I think I'd rather have the arm-bar or the left hook in close fighting, than the gun.  I believe I've actually seen studies that said that, at close range, the unarmed fighter is actually more likely to win than the one armed with the gun. I believe the distance was 17 feet.  Inside that range, the gun is no longer effective, because of the difficulty of aiming and shooting at an opponent who is running and dodging at you.  An adult running at full speed can cover 17 feet very, very quickly.

The study(s) you are quoting said nothing of unarmed.
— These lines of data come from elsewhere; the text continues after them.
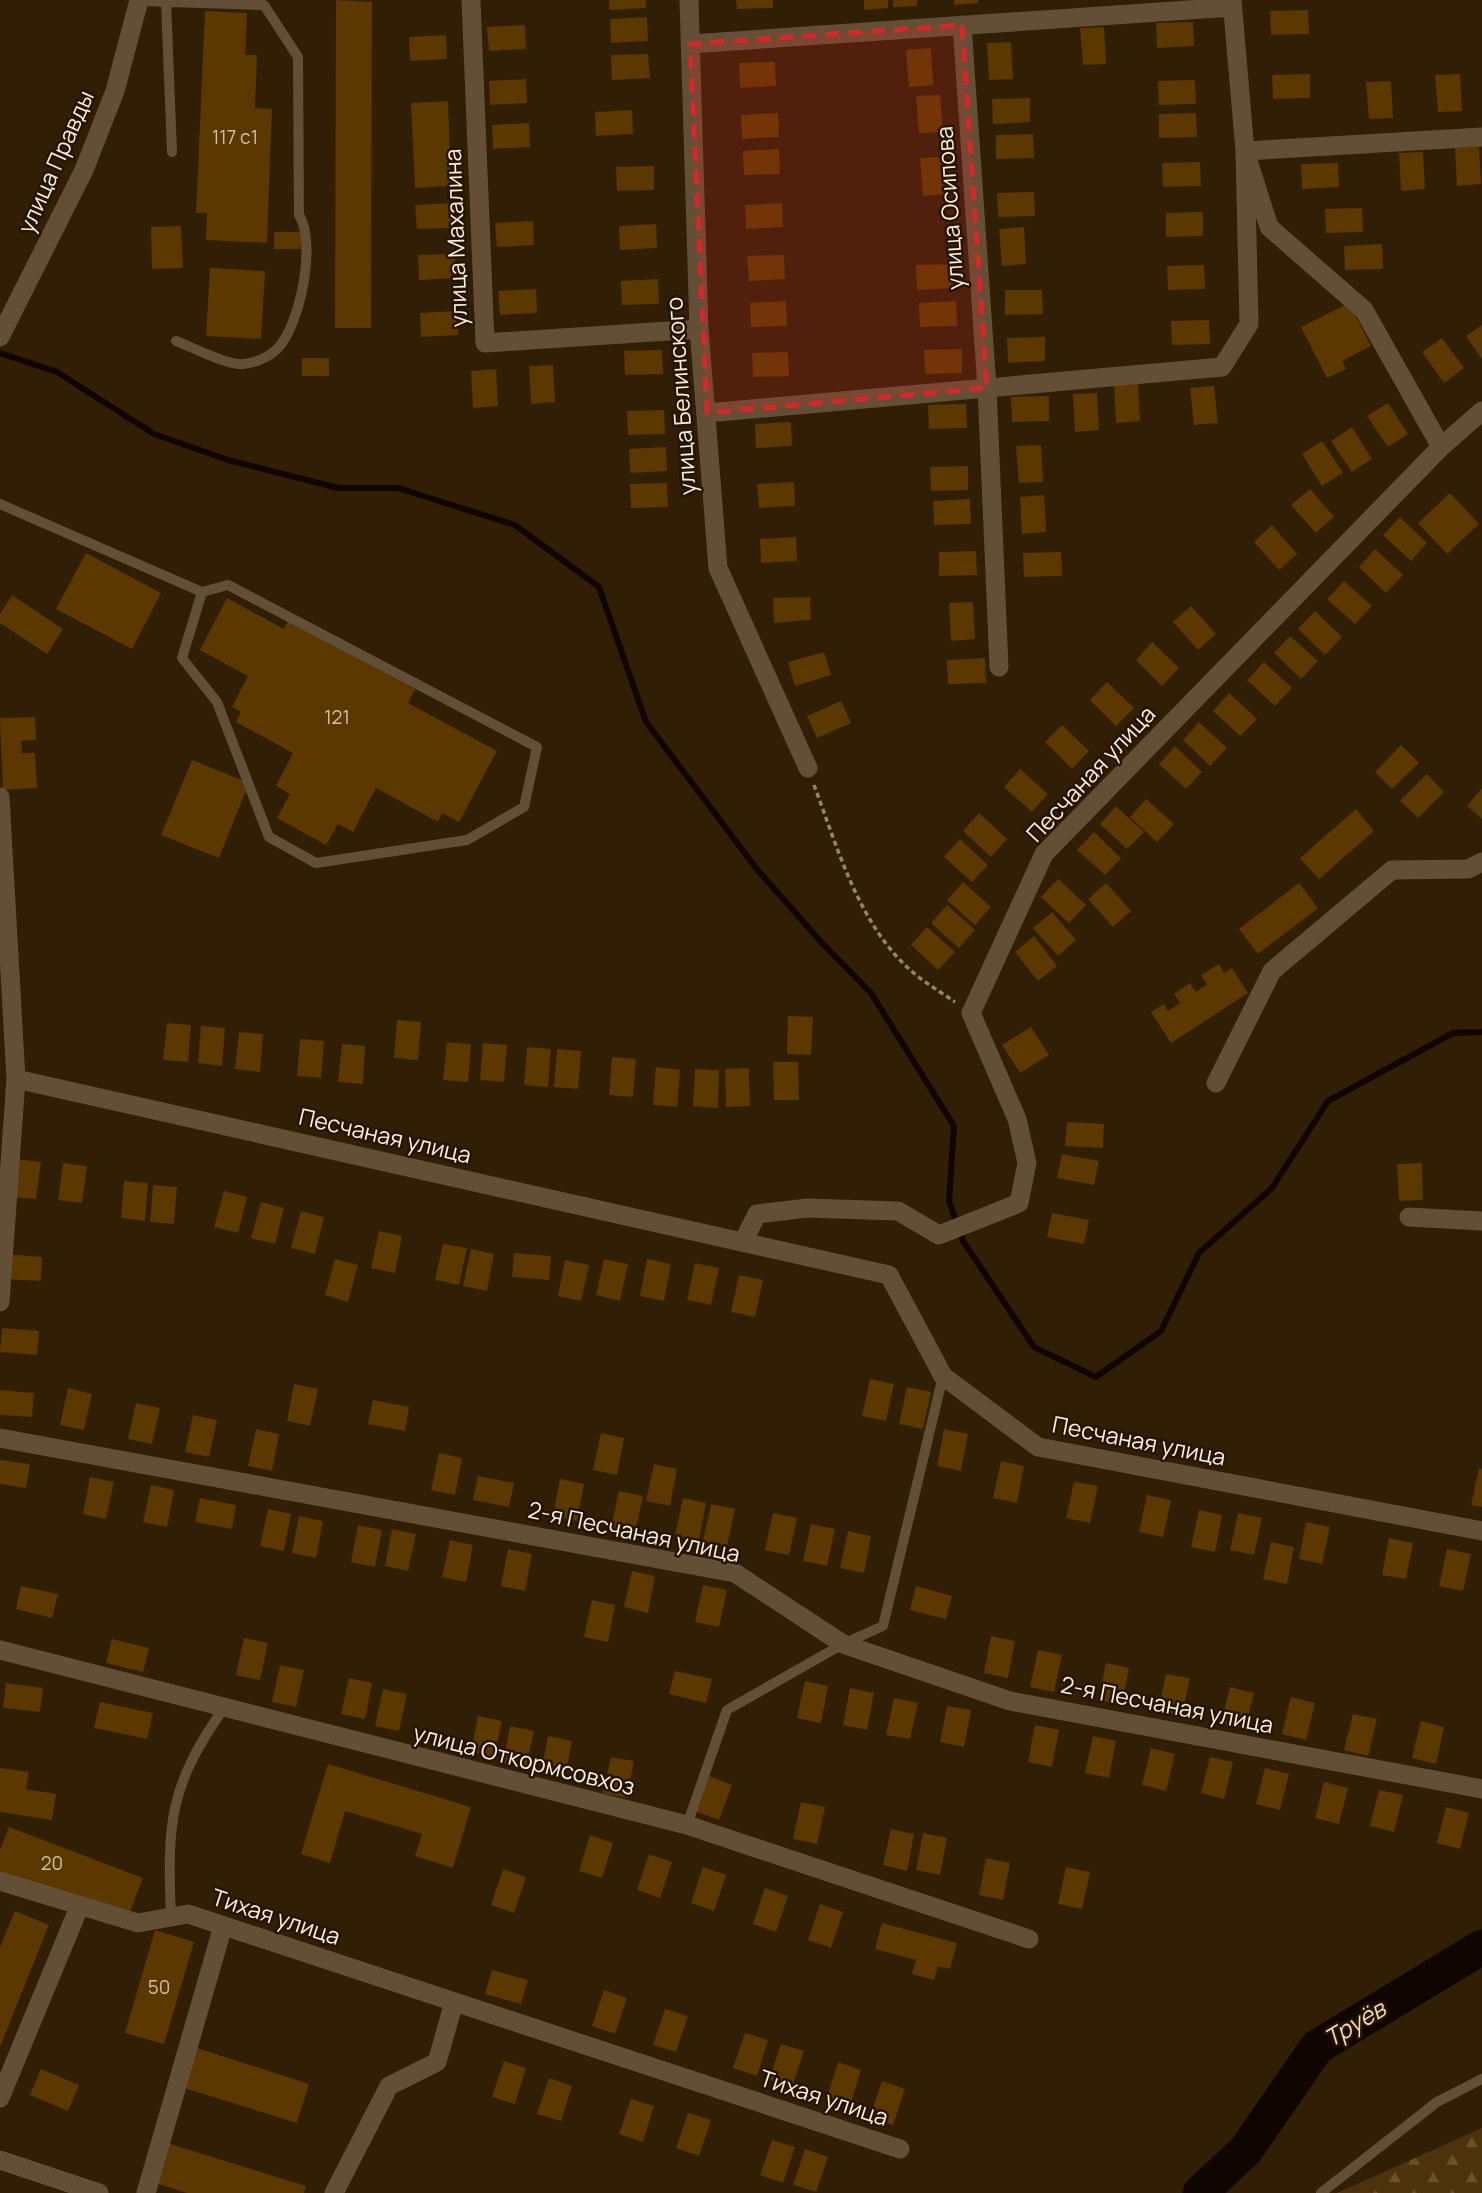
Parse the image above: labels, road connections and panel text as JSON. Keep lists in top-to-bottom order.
{
  "streets": {
    "street": [
      "улица Правды",
      "улица Осипова",
      "улица Махалина",
      "улица Белинского",
      "Песчаная улица",
      "2-я Песчаная улица",
      "улица Откормсовхоз",
      "Тихая улица"
    ]
  },
  "crossings": [
    ["улица Махалина", "улица Белинского"]
  ],
  "water": ["Труёв"],
  "house_numbers": [
    "117 с1",
    "121",
    "20",
    "50"
  ]
}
They were talking abut a gun vs a knife (with the gun in the cops holster). Never take an arm-bar to a gun-fight...but a knife is actually a good idea.

Basic stats (they vary slightly from year to year because they up-date based on annual reports to police/hospitals) show several things (I'll find the most recent ASAP):

1) 95% of all gun-play happens within 6-9 feet.

2) Of the remaining 5%, 90% takes place within 12 feet.

3) You have roughly a 50% chance of survival if you are shot.

4) You have roughly a 30% chance of survival is you are stabbed/cut with a knife.

If you want self-defense, better get some gun & knife training to supplement your hand-to-hand. Further, that hand-to-hand better be aware of everything from eye jabs to biting to your opponents friends jumping when you're trying to apply that from behind triangle choke or pretty judo arm-bar.

Even Rickson Gracie learned that (again) when he did that now infamous clinic in Texas when they guy from Bussey's camp bit his ear and wouldn't let go while keeping his thumb pressed next to Rickson's eye (the "polite" eye gouge).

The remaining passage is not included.